(EXERCISE OBJECTIVE): The response must contain every line of the records that follow, duplicated exactly.

(EXERCISE MATERIALS):

^^^^

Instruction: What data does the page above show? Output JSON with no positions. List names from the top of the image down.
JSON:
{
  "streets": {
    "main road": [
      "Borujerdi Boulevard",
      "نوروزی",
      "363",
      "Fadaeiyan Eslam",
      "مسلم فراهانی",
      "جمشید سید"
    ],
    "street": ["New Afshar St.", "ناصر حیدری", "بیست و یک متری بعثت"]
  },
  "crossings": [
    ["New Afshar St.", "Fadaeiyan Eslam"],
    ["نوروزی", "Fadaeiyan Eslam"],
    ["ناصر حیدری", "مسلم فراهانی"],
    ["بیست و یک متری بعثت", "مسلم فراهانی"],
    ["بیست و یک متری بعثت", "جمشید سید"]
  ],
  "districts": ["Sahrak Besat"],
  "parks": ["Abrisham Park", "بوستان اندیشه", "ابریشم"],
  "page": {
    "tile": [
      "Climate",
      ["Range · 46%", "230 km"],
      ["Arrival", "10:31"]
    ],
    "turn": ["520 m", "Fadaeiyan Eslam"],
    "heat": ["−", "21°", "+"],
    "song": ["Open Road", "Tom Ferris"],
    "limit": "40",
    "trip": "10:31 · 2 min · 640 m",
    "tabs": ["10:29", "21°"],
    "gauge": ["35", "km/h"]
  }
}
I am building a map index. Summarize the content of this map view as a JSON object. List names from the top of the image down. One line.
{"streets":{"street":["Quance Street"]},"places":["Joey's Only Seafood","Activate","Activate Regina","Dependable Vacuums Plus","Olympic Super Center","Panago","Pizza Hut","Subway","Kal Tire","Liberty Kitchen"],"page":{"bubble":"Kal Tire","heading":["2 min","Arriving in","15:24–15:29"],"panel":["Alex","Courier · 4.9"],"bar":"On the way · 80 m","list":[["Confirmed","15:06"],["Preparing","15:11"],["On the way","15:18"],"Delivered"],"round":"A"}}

^^^^

(PROBLEM SOLUTION):
Instruction: What data does the page above show? Output JSON with no positions. List names from the top of the image down.
JSON:
{
  "streets": {
    "main road": [
      "Borujerdi Boulevard",
      "نوروزی",
      "363",
      "Fadaeiyan Eslam",
      "مسلم فراهانی",
      "جمشید سید"
    ],
    "street": ["New Afshar St.", "ناصر حیدری", "بیست و یک متری بعثت"]
  },
  "crossings": [
    ["New Afshar St.", "Fadaeiyan Eslam"],
    ["نوروزی", "Fadaeiyan Eslam"],
    ["ناصر حیدری", "مسلم فراهانی"],
    ["بیست و یک متری بعثت", "مسلم فراهانی"],
    ["بیست و یک متری بعثت", "جمشید سید"]
  ],
  "districts": ["Sahrak Besat"],
  "parks": ["Abrisham Park", "بوستان اندیشه", "ابریشم"],
  "page": {
    "tile": [
      "Climate",
      ["Range · 46%", "230 km"],
      ["Arrival", "10:31"]
    ],
    "turn": ["520 m", "Fadaeiyan Eslam"],
    "heat": ["−", "21°", "+"],
    "song": ["Open Road", "Tom Ferris"],
    "limit": "40",
    "trip": "10:31 · 2 min · 640 m",
    "tabs": ["10:29", "21°"],
    "gauge": ["35", "km/h"]
  }
}
I am building a map index. Summarize the content of this map view as a JSON object. List names from the top of the image down. One line.
{"streets":{"street":["Quance Street"]},"places":["Joey's Only Seafood","Activate","Activate Regina","Dependable Vacuums Plus","Olympic Super Center","Panago","Pizza Hut","Subway","Kal Tire","Liberty Kitchen"],"page":{"bubble":"Kal Tire","heading":["2 min","Arriving in","15:24–15:29"],"panel":["Alex","Courier · 4.9"],"bar":"On the way · 80 m","list":[["Confirmed","15:06"],["Preparing","15:11"],["On the way","15:18"],"Delivered"],"round":"A"}}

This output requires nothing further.